> _Work order_
In the entries that follow, the first line to write out is the one containing "solid #fff;border-radius:50%;background:#1a73e8;box-shadow:0 0", and the last is the one containing "-50px;filter:drop-shadow(0 2px 3px". Reproduce that stretch exactly, with nothing before or after it.

> _Data for analysis_
=== Begin Enclosure ===
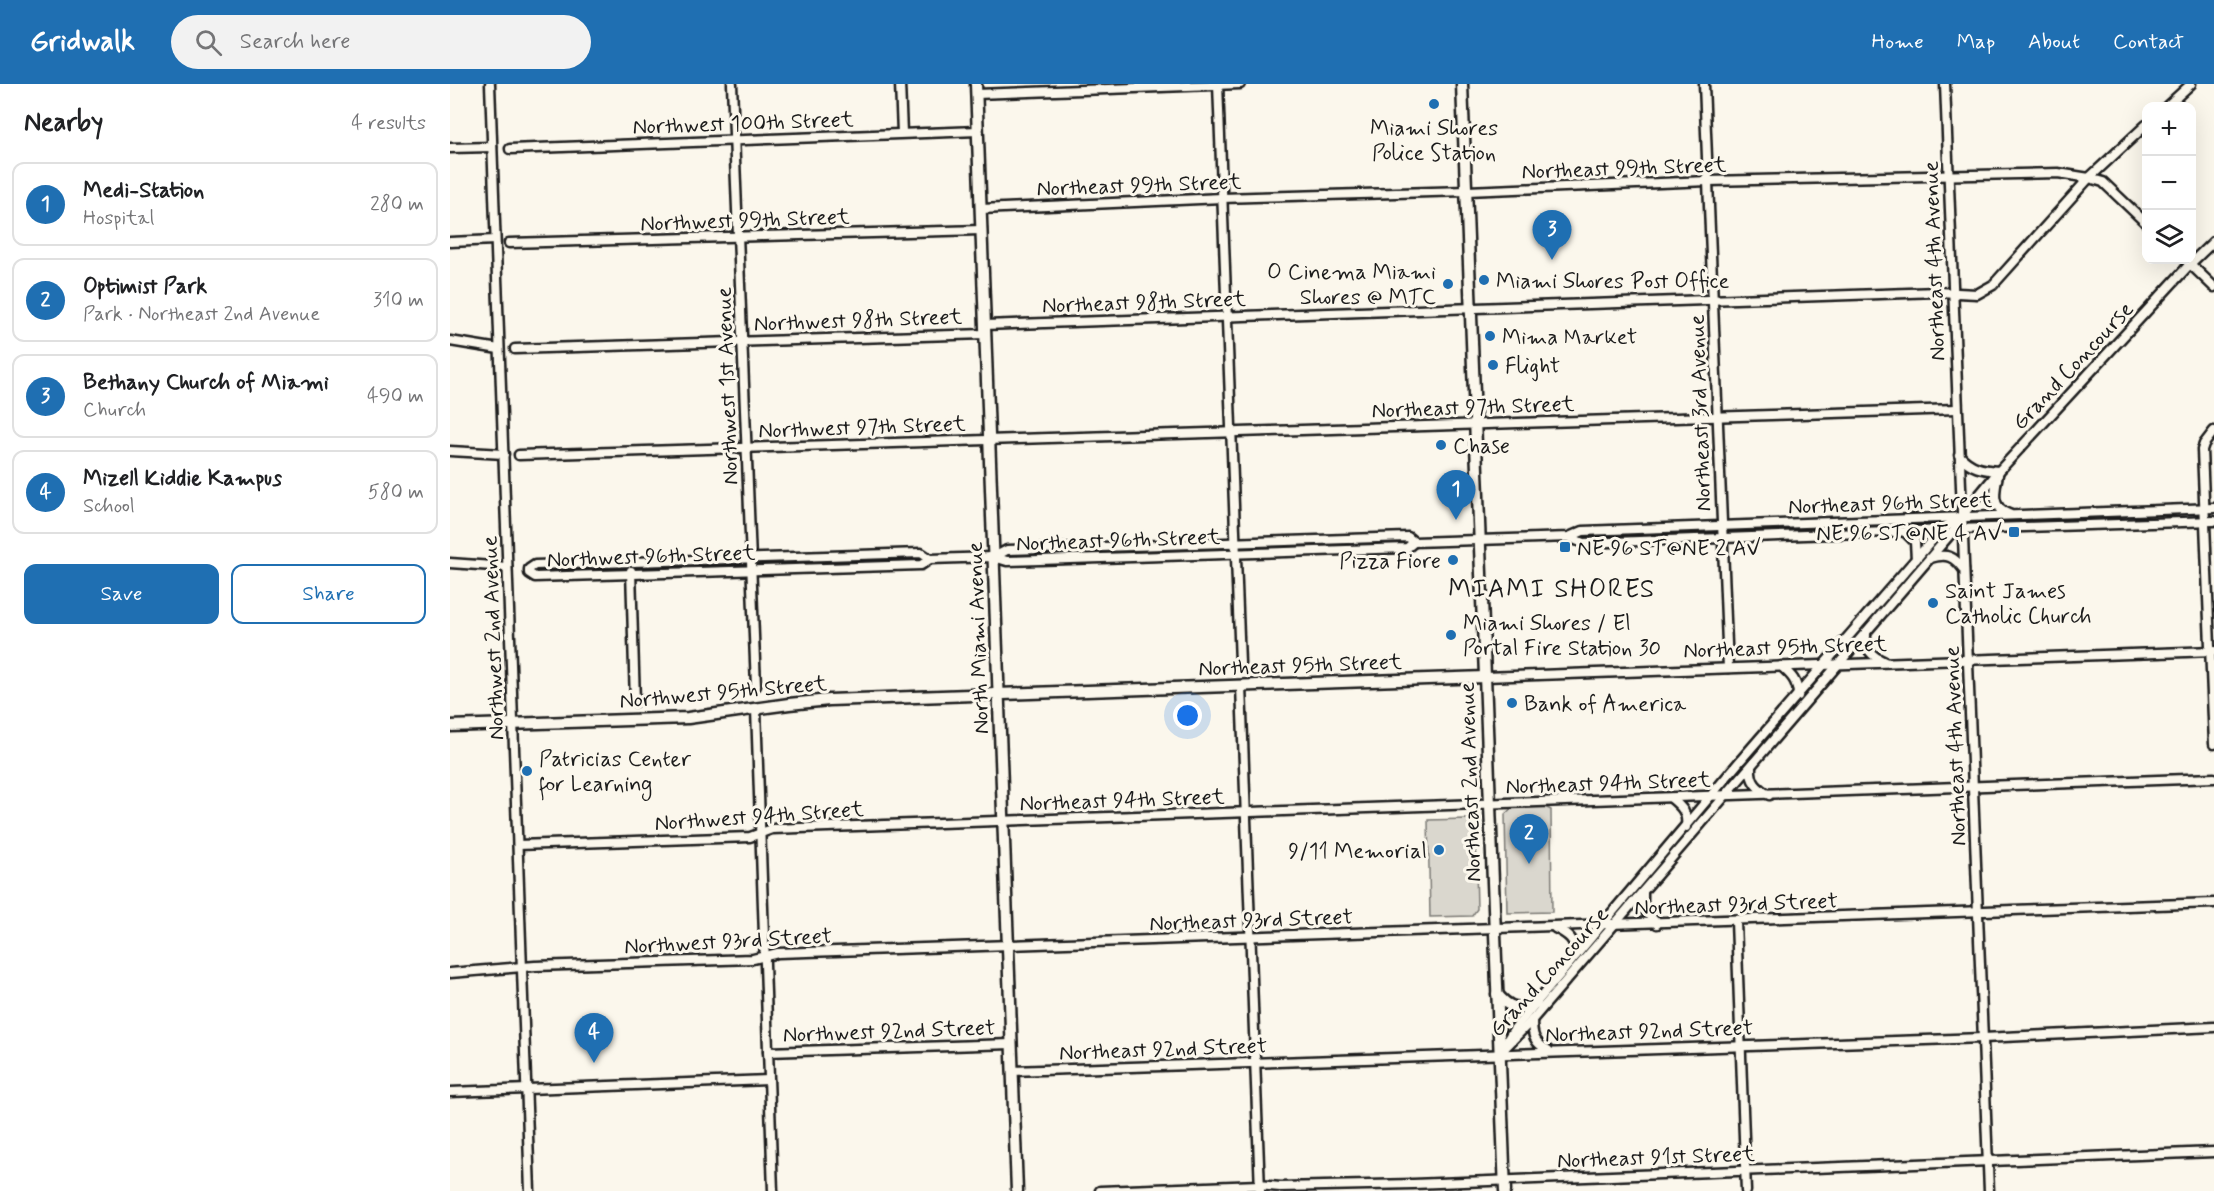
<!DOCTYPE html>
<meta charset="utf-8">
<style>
body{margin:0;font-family:Mynerve,sans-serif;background:#f2f2f2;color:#202124}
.controls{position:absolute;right:18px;top:18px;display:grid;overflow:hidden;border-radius:12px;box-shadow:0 6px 24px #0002}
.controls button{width:54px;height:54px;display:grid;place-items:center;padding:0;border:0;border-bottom:2px solid #e0e0e0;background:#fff;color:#202124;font:30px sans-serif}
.you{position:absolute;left:738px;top:632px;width:21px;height:21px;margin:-15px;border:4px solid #fff;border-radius:50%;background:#1a73e8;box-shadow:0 0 0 9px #1a73e833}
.badge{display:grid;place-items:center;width:39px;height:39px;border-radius:50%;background:#1f6fb2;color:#fff;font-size:20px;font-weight:700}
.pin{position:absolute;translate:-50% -50px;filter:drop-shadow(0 2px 3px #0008)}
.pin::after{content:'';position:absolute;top:32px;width:21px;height:18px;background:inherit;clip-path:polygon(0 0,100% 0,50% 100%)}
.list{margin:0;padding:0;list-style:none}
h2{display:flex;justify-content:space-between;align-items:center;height:78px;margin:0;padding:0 24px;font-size:26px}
h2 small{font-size:20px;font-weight:400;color:#757577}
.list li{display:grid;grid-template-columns:39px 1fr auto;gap:18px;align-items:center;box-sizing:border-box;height:84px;margin:0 12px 12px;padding:0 12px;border:2px solid #e0e0e0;border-radius:12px}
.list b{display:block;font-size:22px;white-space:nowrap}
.list p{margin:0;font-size:20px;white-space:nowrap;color:#757577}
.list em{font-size:20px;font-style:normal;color:#757577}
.actions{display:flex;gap:12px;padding:18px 24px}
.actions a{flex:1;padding:14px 0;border:2px solid #1f6fb2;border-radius:12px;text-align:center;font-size:21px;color:#1f6fb2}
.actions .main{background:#1f6fb2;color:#fff}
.icon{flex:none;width:33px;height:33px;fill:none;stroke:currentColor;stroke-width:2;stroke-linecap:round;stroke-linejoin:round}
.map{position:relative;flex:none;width:1764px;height:1107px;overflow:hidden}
header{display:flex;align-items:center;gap:36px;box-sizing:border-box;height:84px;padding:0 30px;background:#1f6fb2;color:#fff}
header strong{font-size:28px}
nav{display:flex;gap:33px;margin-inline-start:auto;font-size:21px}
.search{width:420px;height:54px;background:#f2f2f2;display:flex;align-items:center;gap:15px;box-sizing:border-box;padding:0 21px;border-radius:33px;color:#757577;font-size:22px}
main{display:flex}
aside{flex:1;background:#fff}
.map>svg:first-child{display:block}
.green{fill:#dad7ce;stroke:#7b7a75;stroke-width:1.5}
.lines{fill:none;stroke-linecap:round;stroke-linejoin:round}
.minor-casing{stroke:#1c1c1c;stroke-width:13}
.major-casing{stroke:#1c1c1c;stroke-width:15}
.minor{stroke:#fbf7ec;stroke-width:8}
.major{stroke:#fbf7ec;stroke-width:10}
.poi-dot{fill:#1f6fb2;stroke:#fbf7ec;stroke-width:2}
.labels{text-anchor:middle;stroke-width:6;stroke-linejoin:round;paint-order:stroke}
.street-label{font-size:22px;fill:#1c1c1c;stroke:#fbf7ec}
.poi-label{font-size:22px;fill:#1c1c1c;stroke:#fbf7ec;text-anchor:start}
.quarter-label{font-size:26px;letter-spacing:1.5px;fill:#1c1c1c;stroke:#fbf7ec}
</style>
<header>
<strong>Gridwalk</strong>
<div class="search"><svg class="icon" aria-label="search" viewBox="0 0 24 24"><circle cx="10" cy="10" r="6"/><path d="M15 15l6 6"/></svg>Search here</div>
<nav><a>Home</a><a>Map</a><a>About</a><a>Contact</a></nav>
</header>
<main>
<aside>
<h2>Nearby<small>4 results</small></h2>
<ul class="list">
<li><span class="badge">1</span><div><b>Medi-Station</b><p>Hospital</p></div><em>280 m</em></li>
<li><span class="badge">2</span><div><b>Optimist Park</b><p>Park · Northeast 2nd Avenue</p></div><em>310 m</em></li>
<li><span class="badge">3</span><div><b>Bethany Church of Miami</b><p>Church</p></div><em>490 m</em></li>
<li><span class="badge">4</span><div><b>Mizell Kiddie Kampus</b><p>School</p></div><em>580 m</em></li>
</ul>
<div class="actions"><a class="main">Save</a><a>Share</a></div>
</aside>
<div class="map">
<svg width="1764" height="1107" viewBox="0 0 1764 1107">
<rect width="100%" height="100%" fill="#fbf7ec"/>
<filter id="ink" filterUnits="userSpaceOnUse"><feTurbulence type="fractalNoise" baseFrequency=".0167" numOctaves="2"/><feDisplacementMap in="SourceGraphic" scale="12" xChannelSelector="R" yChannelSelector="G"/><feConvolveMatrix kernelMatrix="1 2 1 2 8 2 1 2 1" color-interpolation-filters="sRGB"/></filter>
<g filter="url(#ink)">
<g class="green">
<polygon points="1095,723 1101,726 1102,828 1057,829 1055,730 1062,724"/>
<polygon points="1017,735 1022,737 1025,740 1027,825 1022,832 980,833 978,736"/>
</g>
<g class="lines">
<g class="minor-casing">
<g id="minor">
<polyline points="40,0 80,1107"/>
<polyline points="282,0 306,602"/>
<polyline points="450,0 452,49"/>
<polyline points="768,0 790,579"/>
<polyline points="1254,0 1278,584"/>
<polyline points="1495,0 1539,1107"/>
<polyline points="526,10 790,0"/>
<polyline points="1717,22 1741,0"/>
<polyline points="0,64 42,63"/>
<polyline points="60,65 528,47"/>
<polyline points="531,125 772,114 1017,107 1258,97 1608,89 1639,94 1653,98 1696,139"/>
<polyline points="0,158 45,156"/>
<polyline points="59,159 531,146"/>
<polyline points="1736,176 1764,203"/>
<polyline points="535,241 1488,208 1527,210 1543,201 1639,94 1696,41"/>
<polyline points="0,257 49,265"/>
<polyline points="65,265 535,250"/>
<polyline points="1764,347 1754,360 1752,366 1764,660"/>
<polyline points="0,367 54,370"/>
<polyline points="69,371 1507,325"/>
<path d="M1509 371C1521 384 1532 386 1549 387"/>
<path d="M1548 391C1545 405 1540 425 1559 430"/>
<polyline points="1507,445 1764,437"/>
<polyline points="1455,448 1465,458 1466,475"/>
<polyline points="1119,453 1133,459 1494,446"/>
<polyline points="544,473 557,466 958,453 964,458 1119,453 1133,447 1764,424"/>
<path d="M1480 474C1497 469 1504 472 1514 486"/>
<polyline points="480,475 471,469 85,481 79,485 79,489 85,493 471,481 480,475 544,473 557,477 957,464 964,458"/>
<polyline points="0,479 57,483"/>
<polyline points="181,487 185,618"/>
<path d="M1416 549C1415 566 1420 571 1435 578"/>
<path d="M1331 582C1341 591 1348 597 1348 612"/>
<polyline points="1035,593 1764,567"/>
<polyline points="791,602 810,1107"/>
<polyline points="306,625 323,1107"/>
<path d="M1301 683C1300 698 1307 704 1319 711"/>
<path d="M1221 714C1232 723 1238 729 1236 743"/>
<polyline points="68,761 300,753 322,745 1764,694"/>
<polyline points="1193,808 1193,824 1207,840"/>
<polyline points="1286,837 1296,1107"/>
<path d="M1105 844C1118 850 1126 856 1126 871"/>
<polyline points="0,889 85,882 303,875 328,869 1764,819"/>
<path d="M1082 936C1082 951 1084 959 1098 966"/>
<polyline points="1054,961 1064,945 1290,677 1491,446 1509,434"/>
<polyline points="318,968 561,960"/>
<polyline points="1049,970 1082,936 1504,446 1511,433 1549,387 1740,180 1764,157"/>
<polyline points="562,987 1533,954 1764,943"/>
<polyline points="0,1008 319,996"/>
<polyline points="650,1107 809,1101 830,1103 963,1100 1764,1068"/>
</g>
</g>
<g class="major-casing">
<g id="major">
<polyline points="526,0 567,1107"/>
<polyline points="1012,0 1055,1107"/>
<polyline points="0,642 238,634 339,620 379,616 1035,593"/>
<path d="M1047 910C1059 925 1070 927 1086 919"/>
</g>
</g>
<use href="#minor" class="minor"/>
<use href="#major" class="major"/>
</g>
</g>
<g class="poi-dot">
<circle cx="984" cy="20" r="6"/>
<circle cx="1034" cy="196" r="6"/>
<circle cx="998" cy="200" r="6"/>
<circle cx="1040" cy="252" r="6"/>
<circle cx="1043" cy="281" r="6"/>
<circle cx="991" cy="361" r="6"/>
<rect x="1558" y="442" width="12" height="12" rx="3"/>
<rect x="1109" y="457" width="12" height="12" rx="3"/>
<circle cx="1003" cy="476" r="6"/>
<circle cx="1483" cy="519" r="6"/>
<circle cx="1001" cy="551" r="6"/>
<circle cx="1062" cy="619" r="6"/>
<circle cx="77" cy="687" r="6"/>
<circle cx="989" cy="766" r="6"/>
</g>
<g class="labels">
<g class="street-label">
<text transform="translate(293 38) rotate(-2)" y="8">Northwest 100th Street</text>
<text transform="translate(1174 83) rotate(-2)" y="8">Northeast 99th Street</text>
<text transform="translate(689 100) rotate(-2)" y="8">Northeast 99th Street</text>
<text transform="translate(295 135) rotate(-2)" y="8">Northwest 99th Street</text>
<text transform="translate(1483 177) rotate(-92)" y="8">Northeast 4th Avenue</text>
<text transform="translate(694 217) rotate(-2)" y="8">Northeast 98th Street</text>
<text transform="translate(408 235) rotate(-2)" y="8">Northwest 98th Street</text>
<text transform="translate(1622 281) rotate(-47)" y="8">Grand Concourse</text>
<text transform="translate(276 302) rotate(-92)" y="8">Northwest 1st Avenue</text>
<text transform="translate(1023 322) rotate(-2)" y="8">Northeast 97th Street</text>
<text transform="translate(1249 329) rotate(-92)" y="8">Northeast 3rd Avenue</text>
<text transform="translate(412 342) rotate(-2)" y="8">Northwest 97th Street</text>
<text transform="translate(1440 418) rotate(-2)" y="8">Northeast 96th Street</text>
<text transform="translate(668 455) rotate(-2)" y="8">Northeast 96th Street</text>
<text transform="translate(201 471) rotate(-2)" y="8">Northwest 96th Street</text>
<text transform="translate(42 554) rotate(-92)" y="8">Northwest 2nd Avenue</text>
<text transform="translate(527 554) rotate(-92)" y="8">North Miami Avenue</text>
<text transform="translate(1335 562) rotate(-2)" y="8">Northeast 95th Street</text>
<text transform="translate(850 580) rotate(-2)" y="8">Northeast 95th Street</text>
<text transform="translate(273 607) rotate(-5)" y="8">Northwest 95th Street</text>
<text transform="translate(1504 662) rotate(-92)" y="8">Northeast 4th Avenue</text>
<text transform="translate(1019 698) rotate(-92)" y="8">Northeast 2nd Avenue</text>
<text transform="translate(1158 698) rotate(-2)" y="8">Northeast 94th Street</text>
<text transform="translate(672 715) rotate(-2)" y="8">Northeast 94th Street</text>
<text transform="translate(309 731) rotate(-4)" y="8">Northwest 94th Street</text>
<text transform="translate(1286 819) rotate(-2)" y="8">Northeast 93rd Street</text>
<text transform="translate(801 835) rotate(-2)" y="8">Northeast 93rd Street</text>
<text transform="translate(278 856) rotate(-3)" y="8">Northwest 93rd Street</text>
<text transform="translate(1098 887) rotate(-48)" y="8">Grand Concourse</text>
<text transform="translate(439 946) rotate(-2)" y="8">Northwest 92nd Street</text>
<text transform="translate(1199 946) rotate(-2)" y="8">Northeast 92nd Street</text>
<text transform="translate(713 964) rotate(-2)" y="8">Northeast 92nd Street</text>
<text transform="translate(1206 1072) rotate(-2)" y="8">Northeast 91st Street</text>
</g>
<g class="poi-label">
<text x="984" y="51" text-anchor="middle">Miami Shores<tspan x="984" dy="25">Police Station</tspan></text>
<text x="986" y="195" text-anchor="end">O Cinema Miami<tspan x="986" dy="25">Shores @ MTC</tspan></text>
<text x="1046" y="204">Miami Shores Post Office</text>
<text x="1052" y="260">Mima Market</text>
<text x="1055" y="289">Flight</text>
<text x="1003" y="369">Chase</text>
<text x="1552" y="456" text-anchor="end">NE 96 ST@NE 4 AV</text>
<text x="1127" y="471">NE 96 ST@NE 2 AV</text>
<text x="991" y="484" text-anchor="end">Pizza Fiore</text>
<text x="1495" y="514">Saint James<tspan x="1495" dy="25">Catholic Church</tspan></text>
<text x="1013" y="546">Miami Shores / El<tspan x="1013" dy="25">Portal Fire Station 30</tspan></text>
<text x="1074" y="627">Bank of America</text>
<text x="89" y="682">Patricias Center<tspan x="89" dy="25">for Learning</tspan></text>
<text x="977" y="774" text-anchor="end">9/11 Memorial</text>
</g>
<g class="quarter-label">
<text x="1102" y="513">MIAMI SHORES</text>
</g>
</g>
</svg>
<div class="controls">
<button>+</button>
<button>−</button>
<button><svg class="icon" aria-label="layers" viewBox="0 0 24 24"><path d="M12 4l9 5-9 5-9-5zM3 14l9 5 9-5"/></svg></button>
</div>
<div class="you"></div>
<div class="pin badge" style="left:1006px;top:436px">1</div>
<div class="pin badge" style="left:1079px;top:780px">2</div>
<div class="pin badge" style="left:1102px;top:176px">3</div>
<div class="pin badge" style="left:144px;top:979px">4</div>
</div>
</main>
=== End Enclosure ===
> _Expected answer_
.you{position:absolute;left:738px;top:632px;width:21px;height:21px;margin:-15px;border:4px solid #fff;border-radius:50%;background:#1a73e8;box-shadow:0 0 0 9px #1a73e833}
.badge{display:grid;place-items:center;width:39px;height:39px;border-radius:50%;background:#1f6fb2;color:#fff;font-size:20px;font-weight:700}
.pin{position:absolute;translate:-50% -50px;filter:drop-shadow(0 2px 3px #0008)}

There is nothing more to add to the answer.